German researchers describe a de novo repeat assembly method that compiles information on repeats in whole-genome sequencing data even in the absence of a reference genome. The approach, dubbed RepARK, relies on information on abundant k-mers in next-generation sequencing read data to define repeats. When the team compared RepArk to other methods for documenting repeats in Drosophila melanogaster sequence data, for example, it found that the approach could quickly produce repeat libraries that were comprehensive and well annotated.
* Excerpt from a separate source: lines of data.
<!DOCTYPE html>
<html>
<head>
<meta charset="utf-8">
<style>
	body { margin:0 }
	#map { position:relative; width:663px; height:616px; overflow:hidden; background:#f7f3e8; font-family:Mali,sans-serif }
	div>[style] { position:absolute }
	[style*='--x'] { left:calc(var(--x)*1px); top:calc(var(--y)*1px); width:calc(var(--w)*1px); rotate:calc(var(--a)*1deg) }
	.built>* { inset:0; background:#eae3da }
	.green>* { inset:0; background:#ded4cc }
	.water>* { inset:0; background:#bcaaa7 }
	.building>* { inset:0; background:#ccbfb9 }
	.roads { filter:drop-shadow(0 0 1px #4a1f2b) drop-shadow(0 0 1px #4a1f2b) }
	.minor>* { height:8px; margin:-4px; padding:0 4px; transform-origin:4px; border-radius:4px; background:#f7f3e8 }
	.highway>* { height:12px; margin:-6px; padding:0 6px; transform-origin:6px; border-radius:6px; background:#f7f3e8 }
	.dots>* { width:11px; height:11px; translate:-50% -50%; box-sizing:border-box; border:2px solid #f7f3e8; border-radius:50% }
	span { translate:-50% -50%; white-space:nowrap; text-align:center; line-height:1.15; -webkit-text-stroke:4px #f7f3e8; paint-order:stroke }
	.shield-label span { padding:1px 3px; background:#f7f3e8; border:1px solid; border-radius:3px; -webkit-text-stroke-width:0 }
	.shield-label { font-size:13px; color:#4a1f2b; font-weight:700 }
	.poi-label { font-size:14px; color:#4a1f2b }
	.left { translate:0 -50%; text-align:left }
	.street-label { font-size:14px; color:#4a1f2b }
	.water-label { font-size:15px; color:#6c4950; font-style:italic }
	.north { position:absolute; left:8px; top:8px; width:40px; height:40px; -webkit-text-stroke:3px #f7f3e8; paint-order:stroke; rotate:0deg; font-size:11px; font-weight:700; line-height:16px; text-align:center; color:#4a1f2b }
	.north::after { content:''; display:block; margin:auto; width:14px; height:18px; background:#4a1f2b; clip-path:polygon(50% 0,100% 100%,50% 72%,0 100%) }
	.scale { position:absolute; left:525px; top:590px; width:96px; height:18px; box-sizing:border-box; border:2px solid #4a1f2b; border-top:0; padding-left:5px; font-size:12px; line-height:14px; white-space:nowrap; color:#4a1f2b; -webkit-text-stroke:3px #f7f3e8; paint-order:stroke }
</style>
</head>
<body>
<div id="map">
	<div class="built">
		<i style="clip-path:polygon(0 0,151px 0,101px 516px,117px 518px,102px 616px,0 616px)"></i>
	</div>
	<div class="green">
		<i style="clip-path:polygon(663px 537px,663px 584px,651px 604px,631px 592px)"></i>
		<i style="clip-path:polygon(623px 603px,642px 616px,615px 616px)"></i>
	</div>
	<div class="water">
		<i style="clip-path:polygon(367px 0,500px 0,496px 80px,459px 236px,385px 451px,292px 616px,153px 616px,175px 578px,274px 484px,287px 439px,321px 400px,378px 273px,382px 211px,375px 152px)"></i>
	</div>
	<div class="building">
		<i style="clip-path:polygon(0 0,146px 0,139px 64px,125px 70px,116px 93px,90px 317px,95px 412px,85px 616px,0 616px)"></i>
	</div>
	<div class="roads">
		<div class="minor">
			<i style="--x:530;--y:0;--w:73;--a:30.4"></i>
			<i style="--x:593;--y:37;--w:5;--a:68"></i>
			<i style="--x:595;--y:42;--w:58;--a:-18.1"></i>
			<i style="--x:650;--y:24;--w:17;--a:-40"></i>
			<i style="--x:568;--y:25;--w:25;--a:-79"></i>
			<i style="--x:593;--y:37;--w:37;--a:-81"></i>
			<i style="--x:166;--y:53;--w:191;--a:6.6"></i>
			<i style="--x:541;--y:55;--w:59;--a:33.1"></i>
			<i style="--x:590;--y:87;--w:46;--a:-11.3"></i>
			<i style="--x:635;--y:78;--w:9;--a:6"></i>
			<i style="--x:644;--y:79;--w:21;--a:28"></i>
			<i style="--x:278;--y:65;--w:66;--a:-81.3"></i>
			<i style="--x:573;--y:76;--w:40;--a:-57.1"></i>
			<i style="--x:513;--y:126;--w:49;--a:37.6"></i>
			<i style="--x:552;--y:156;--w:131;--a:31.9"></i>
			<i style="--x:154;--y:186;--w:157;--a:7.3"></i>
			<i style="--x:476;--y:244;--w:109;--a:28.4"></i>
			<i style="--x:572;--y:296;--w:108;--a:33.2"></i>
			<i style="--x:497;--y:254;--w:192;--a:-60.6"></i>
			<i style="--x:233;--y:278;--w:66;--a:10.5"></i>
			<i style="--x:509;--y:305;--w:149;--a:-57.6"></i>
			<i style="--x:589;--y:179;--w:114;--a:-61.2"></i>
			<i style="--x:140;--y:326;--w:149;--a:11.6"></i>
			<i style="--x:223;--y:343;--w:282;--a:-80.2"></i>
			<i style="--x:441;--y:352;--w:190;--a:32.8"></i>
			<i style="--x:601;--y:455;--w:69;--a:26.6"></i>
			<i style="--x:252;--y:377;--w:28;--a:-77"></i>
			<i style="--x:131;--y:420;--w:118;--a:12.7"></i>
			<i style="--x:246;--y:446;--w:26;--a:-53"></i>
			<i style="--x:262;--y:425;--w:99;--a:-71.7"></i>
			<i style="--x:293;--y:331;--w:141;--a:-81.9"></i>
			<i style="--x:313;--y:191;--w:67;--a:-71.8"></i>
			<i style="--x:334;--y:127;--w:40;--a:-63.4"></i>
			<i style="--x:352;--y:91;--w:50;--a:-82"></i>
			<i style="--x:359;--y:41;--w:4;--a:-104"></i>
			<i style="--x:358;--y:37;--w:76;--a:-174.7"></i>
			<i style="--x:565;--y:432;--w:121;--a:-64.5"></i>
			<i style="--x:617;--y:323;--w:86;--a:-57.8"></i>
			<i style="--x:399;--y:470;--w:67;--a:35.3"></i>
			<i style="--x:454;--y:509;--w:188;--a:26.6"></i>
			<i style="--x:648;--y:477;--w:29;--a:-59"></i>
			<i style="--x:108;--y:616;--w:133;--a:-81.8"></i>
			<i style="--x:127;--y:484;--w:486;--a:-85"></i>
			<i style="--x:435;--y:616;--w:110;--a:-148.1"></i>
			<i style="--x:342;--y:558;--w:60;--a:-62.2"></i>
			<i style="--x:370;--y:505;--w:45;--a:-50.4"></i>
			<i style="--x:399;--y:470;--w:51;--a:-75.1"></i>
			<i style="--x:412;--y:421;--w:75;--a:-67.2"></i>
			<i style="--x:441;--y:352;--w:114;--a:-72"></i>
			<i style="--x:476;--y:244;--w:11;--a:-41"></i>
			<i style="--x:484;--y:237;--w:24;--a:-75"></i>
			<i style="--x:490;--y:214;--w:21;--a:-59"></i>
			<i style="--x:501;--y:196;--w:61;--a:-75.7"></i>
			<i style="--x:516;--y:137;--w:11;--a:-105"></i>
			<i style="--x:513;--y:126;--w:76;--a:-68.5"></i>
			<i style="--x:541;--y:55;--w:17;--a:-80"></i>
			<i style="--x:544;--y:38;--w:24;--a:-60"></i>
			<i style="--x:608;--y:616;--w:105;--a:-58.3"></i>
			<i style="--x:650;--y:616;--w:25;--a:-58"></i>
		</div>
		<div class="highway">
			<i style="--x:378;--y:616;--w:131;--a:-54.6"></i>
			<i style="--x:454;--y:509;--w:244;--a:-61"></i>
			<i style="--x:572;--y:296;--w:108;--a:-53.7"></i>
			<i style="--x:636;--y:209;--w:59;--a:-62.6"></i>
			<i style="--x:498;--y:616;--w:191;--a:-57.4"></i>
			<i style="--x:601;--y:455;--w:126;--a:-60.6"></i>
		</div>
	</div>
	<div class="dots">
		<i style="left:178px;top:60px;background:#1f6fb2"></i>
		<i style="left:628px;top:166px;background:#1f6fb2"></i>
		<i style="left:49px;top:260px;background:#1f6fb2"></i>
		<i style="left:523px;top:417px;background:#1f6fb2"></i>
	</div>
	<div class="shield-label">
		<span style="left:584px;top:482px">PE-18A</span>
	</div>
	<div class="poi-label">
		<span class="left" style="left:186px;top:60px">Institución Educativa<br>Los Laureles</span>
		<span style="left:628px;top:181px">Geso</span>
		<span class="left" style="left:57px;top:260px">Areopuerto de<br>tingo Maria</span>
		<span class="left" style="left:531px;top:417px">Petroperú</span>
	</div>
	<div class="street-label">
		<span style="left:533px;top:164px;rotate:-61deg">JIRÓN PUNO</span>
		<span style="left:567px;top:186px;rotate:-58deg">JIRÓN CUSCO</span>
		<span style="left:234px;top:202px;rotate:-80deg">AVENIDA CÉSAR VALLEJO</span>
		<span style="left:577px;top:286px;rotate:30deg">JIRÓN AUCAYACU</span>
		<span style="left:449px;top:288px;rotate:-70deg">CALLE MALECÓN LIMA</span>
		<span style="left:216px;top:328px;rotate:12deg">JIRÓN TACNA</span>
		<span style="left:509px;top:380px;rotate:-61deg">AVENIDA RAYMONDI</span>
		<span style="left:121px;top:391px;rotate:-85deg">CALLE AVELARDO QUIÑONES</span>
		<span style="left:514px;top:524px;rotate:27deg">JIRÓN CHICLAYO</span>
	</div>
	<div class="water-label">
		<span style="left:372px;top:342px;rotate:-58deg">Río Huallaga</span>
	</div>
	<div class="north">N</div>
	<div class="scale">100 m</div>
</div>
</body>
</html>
The Wellcome Trust Sanger Institute's Richard Durbin and colleagues outline a scheme known as TelSeq for estimating the lengths of telomeres using whole-genome or whole-exome sequence data. The researchers demonstrated the approach using leukocyte samples representing 260 individuals from the TwinsUK cohort who ranged in age from 27 years old to 74 years old. With that data they got telomere length estimates that corresponded well with those measured in Southern blot experiments. The team also applied TelSeq to 96 samples from the 1000 Genomes Project.
A Georgia Institute of Technology team introduces a bioinformatics-based method for assigning metagenomic or genomic sequences to the appropriate taxonomic group. The researchers say their homology-based method, known as MyTaxa, takes into account all of the gene sequences present in a given sample, assigning different weights to each gene based on its ability to act as a taxonomic classifier. It also considers amino acid identity across the genome when classifying unknown organisms. In proof-of-principle analyses using real and simulated metagenomic data, the study's authors found that MyTaxa compared favorably to existing approaches for unraveling the taxa present in the metagenomes.